- [Work to be completed] The answer should consist of every record, reproduced exactly.

- [Extracted records]
------------------------

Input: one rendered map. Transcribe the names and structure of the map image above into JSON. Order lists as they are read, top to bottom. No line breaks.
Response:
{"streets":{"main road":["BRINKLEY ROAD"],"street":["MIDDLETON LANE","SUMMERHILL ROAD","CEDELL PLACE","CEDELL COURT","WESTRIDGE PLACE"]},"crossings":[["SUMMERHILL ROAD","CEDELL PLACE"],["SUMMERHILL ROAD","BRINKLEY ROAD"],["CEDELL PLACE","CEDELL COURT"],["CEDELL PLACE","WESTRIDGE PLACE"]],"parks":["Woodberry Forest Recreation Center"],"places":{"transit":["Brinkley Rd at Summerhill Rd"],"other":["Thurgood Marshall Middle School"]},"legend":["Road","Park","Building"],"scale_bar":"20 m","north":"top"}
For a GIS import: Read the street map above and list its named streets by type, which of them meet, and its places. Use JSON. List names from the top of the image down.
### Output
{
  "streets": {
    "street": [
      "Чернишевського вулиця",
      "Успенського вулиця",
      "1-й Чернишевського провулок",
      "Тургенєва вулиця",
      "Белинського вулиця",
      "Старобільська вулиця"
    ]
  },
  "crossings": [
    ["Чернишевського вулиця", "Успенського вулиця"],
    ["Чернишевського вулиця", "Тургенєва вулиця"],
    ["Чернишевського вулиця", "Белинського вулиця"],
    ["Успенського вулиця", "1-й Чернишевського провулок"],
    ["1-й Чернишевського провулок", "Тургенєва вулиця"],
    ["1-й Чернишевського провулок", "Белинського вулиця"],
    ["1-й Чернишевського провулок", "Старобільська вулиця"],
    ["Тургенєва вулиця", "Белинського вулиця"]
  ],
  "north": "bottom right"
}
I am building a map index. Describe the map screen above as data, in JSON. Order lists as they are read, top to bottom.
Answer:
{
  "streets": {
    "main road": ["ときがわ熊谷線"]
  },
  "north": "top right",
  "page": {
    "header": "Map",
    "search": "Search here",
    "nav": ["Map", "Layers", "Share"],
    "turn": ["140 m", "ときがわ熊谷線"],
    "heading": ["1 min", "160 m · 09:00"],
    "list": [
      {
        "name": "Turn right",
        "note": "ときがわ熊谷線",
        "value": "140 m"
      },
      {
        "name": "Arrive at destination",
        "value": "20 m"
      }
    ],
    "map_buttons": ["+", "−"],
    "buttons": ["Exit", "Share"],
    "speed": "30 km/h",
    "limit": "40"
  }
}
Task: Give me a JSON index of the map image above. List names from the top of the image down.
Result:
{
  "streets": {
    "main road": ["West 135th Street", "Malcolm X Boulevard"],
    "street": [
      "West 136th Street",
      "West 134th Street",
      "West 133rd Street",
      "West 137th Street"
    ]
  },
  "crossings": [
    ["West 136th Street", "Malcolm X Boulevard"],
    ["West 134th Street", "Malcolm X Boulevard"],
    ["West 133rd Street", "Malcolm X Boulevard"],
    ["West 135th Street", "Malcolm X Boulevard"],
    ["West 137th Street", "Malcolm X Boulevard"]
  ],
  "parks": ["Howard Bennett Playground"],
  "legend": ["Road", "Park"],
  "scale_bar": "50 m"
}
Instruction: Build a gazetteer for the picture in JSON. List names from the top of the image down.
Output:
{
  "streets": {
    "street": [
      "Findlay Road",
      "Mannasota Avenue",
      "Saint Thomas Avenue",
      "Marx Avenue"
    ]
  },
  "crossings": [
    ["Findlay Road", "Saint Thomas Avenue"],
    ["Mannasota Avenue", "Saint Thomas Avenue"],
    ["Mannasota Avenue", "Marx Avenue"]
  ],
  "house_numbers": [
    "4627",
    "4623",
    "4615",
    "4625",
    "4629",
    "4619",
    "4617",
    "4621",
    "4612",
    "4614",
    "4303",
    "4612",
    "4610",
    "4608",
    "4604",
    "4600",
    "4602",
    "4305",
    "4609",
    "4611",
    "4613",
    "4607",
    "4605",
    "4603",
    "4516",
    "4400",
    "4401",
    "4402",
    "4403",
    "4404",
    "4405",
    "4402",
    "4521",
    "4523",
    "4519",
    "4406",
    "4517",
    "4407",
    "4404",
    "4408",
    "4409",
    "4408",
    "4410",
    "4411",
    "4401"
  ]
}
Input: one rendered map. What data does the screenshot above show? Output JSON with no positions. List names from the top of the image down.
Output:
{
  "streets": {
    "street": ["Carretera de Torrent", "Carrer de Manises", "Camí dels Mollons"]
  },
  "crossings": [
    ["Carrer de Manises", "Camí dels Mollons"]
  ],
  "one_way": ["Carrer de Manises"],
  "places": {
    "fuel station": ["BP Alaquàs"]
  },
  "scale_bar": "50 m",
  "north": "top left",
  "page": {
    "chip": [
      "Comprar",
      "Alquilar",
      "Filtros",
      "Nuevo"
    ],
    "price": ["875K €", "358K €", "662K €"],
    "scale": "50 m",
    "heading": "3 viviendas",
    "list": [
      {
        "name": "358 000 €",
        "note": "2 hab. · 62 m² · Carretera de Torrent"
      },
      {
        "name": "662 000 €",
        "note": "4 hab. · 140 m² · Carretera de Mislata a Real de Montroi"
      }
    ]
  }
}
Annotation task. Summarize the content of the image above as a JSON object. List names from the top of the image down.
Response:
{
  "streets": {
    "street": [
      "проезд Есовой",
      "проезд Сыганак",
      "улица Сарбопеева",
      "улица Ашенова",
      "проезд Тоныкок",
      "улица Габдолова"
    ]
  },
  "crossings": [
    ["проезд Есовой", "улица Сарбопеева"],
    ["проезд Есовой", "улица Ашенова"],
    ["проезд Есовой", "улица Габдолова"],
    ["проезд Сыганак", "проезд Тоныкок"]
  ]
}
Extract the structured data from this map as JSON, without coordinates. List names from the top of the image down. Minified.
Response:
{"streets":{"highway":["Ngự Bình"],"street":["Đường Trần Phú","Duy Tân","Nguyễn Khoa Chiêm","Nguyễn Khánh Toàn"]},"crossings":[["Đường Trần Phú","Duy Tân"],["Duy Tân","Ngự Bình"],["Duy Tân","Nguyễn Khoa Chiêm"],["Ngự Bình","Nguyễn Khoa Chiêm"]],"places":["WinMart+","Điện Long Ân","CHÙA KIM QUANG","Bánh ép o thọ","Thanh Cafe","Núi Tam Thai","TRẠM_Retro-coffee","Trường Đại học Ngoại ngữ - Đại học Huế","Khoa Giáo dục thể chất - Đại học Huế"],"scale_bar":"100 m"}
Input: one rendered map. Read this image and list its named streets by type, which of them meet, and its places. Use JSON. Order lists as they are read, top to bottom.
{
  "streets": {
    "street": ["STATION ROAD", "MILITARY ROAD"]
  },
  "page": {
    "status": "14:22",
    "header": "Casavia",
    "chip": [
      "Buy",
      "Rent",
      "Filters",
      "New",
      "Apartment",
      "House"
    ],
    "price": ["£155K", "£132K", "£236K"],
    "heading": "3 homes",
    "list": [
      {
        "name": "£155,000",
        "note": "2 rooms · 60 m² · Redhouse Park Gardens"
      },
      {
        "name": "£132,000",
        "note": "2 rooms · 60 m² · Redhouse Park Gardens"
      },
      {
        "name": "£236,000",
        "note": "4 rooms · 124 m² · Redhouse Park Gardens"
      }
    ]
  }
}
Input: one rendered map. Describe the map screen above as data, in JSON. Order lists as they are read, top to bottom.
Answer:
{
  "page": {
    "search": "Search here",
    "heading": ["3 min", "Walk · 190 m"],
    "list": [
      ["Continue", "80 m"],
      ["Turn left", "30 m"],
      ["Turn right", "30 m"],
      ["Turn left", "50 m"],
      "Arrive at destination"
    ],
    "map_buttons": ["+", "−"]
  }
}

------------------------

- [Answer for this exercise]
Input: one rendered map. Transcribe the names and structure of the map image above into JSON. Order lists as they are read, top to bottom. No line breaks.
Response:
{"streets":{"main road":["BRINKLEY ROAD"],"street":["MIDDLETON LANE","SUMMERHILL ROAD","CEDELL PLACE","CEDELL COURT","WESTRIDGE PLACE"]},"crossings":[["SUMMERHILL ROAD","CEDELL PLACE"],["SUMMERHILL ROAD","BRINKLEY ROAD"],["CEDELL PLACE","CEDELL COURT"],["CEDELL PLACE","WESTRIDGE PLACE"]],"parks":["Woodberry Forest Recreation Center"],"places":{"transit":["Brinkley Rd at Summerhill Rd"],"other":["Thurgood Marshall Middle School"]},"legend":["Road","Park","Building"],"scale_bar":"20 m","north":"top"}
For a GIS import: Read the street map above and list its named streets by type, which of them meet, and its places. Use JSON. List names from the top of the image down.
### Output
{
  "streets": {
    "street": [
      "Чернишевського вулиця",
      "Успенського вулиця",
      "1-й Чернишевського провулок",
      "Тургенєва вулиця",
      "Белинського вулиця",
      "Старобільська вулиця"
    ]
  },
  "crossings": [
    ["Чернишевського вулиця", "Успенського вулиця"],
    ["Чернишевського вулиця", "Тургенєва вулиця"],
    ["Чернишевського вулиця", "Белинського вулиця"],
    ["Успенського вулиця", "1-й Чернишевського провулок"],
    ["1-й Чернишевського провулок", "Тургенєва вулиця"],
    ["1-й Чернишевського провулок", "Белинського вулиця"],
    ["1-й Чернишевського провулок", "Старобільська вулиця"],
    ["Тургенєва вулиця", "Белинського вулиця"]
  ],
  "north": "bottom right"
}
I am building a map index. Describe the map screen above as data, in JSON. Order lists as they are read, top to bottom.
Answer:
{
  "streets": {
    "main road": ["ときがわ熊谷線"]
  },
  "north": "top right",
  "page": {
    "header": "Map",
    "search": "Search here",
    "nav": ["Map", "Layers", "Share"],
    "turn": ["140 m", "ときがわ熊谷線"],
    "heading": ["1 min", "160 m · 09:00"],
    "list": [
      {
        "name": "Turn right",
        "note": "ときがわ熊谷線",
        "value": "140 m"
      },
      {
        "name": "Arrive at destination",
        "value": "20 m"
      }
    ],
    "map_buttons": ["+", "−"],
    "buttons": ["Exit", "Share"],
    "speed": "30 km/h",
    "limit": "40"
  }
}
Task: Give me a JSON index of the map image above. List names from the top of the image down.
Result:
{
  "streets": {
    "main road": ["West 135th Street", "Malcolm X Boulevard"],
    "street": [
      "West 136th Street",
      "West 134th Street",
      "West 133rd Street",
      "West 137th Street"
    ]
  },
  "crossings": [
    ["West 136th Street", "Malcolm X Boulevard"],
    ["West 134th Street", "Malcolm X Boulevard"],
    ["West 133rd Street", "Malcolm X Boulevard"],
    ["West 135th Street", "Malcolm X Boulevard"],
    ["West 137th Street", "Malcolm X Boulevard"]
  ],
  "parks": ["Howard Bennett Playground"],
  "legend": ["Road", "Park"],
  "scale_bar": "50 m"
}
Instruction: Build a gazetteer for the picture in JSON. List names from the top of the image down.
Output:
{
  "streets": {
    "street": [
      "Findlay Road",
      "Mannasota Avenue",
      "Saint Thomas Avenue",
      "Marx Avenue"
    ]
  },
  "crossings": [
    ["Findlay Road", "Saint Thomas Avenue"],
    ["Mannasota Avenue", "Saint Thomas Avenue"],
    ["Mannasota Avenue", "Marx Avenue"]
  ],
  "house_numbers": [
    "4627",
    "4623",
    "4615",
    "4625",
    "4629",
    "4619",
    "4617",
    "4621",
    "4612",
    "4614",
    "4303",
    "4612",
    "4610",
    "4608",
    "4604",
    "4600",
    "4602",
    "4305",
    "4609",
    "4611",
    "4613",
    "4607",
    "4605",
    "4603",
    "4516",
    "4400",
    "4401",
    "4402",
    "4403",
    "4404",
    "4405",
    "4402",
    "4521",
    "4523",
    "4519",
    "4406",
    "4517",
    "4407",
    "4404",
    "4408",
    "4409",
    "4408",
    "4410",
    "4411",
    "4401"
  ]
}
Input: one rendered map. What data does the screenshot above show? Output JSON with no positions. List names from the top of the image down.
Output:
{
  "streets": {
    "street": ["Carretera de Torrent", "Carrer de Manises", "Camí dels Mollons"]
  },
  "crossings": [
    ["Carrer de Manises", "Camí dels Mollons"]
  ],
  "one_way": ["Carrer de Manises"],
  "places": {
    "fuel station": ["BP Alaquàs"]
  },
  "scale_bar": "50 m",
  "north": "top left",
  "page": {
    "chip": [
      "Comprar",
      "Alquilar",
      "Filtros",
      "Nuevo"
    ],
    "price": ["875K €", "358K €", "662K €"],
    "scale": "50 m",
    "heading": "3 viviendas",
    "list": [
      {
        "name": "358 000 €",
        "note": "2 hab. · 62 m² · Carretera de Torrent"
      },
      {
        "name": "662 000 €",
        "note": "4 hab. · 140 m² · Carretera de Mislata a Real de Montroi"
      }
    ]
  }
}
Annotation task. Summarize the content of the image above as a JSON object. List names from the top of the image down.
Response:
{
  "streets": {
    "street": [
      "проезд Есовой",
      "проезд Сыганак",
      "улица Сарбопеева",
      "улица Ашенова",
      "проезд Тоныкок",
      "улица Габдолова"
    ]
  },
  "crossings": [
    ["проезд Есовой", "улица Сарбопеева"],
    ["проезд Есовой", "улица Ашенова"],
    ["проезд Есовой", "улица Габдолова"],
    ["проезд Сыганак", "проезд Тоныкок"]
  ]
}
Extract the structured data from this map as JSON, without coordinates. List names from the top of the image down. Minified.
Response:
{"streets":{"highway":["Ngự Bình"],"street":["Đường Trần Phú","Duy Tân","Nguyễn Khoa Chiêm","Nguyễn Khánh Toàn"]},"crossings":[["Đường Trần Phú","Duy Tân"],["Duy Tân","Ngự Bình"],["Duy Tân","Nguyễn Khoa Chiêm"],["Ngự Bình","Nguyễn Khoa Chiêm"]],"places":["WinMart+","Điện Long Ân","CHÙA KIM QUANG","Bánh ép o thọ","Thanh Cafe","Núi Tam Thai","TRẠM_Retro-coffee","Trường Đại học Ngoại ngữ - Đại học Huế","Khoa Giáo dục thể chất - Đại học Huế"],"scale_bar":"100 m"}
Input: one rendered map. Read this image and list its named streets by type, which of them meet, and its places. Use JSON. Order lists as they are read, top to bottom.
{
  "streets": {
    "street": ["STATION ROAD", "MILITARY ROAD"]
  },
  "page": {
    "status": "14:22",
    "header": "Casavia",
    "chip": [
      "Buy",
      "Rent",
      "Filters",
      "New",
      "Apartment",
      "House"
    ],
    "price": ["£155K", "£132K", "£236K"],
    "heading": "3 homes",
    "list": [
      {
        "name": "£155,000",
        "note": "2 rooms · 60 m² · Redhouse Park Gardens"
      },
      {
        "name": "£132,000",
        "note": "2 rooms · 60 m² · Redhouse Park Gardens"
      },
      {
        "name": "£236,000",
        "note": "4 rooms · 124 m² · Redhouse Park Gardens"
      }
    ]
  }
}
Input: one rendered map. Describe the map screen above as data, in JSON. Order lists as they are read, top to bottom.
Answer:
{
  "page": {
    "search": "Search here",
    "heading": ["3 min", "Walk · 190 m"],
    "list": [
      ["Continue", "80 m"],
      ["Turn left", "30 m"],
      ["Turn right", "30 m"],
      ["Turn left", "50 m"],
      "Arrive at destination"
    ],
    "map_buttons": ["+", "−"]
  }
}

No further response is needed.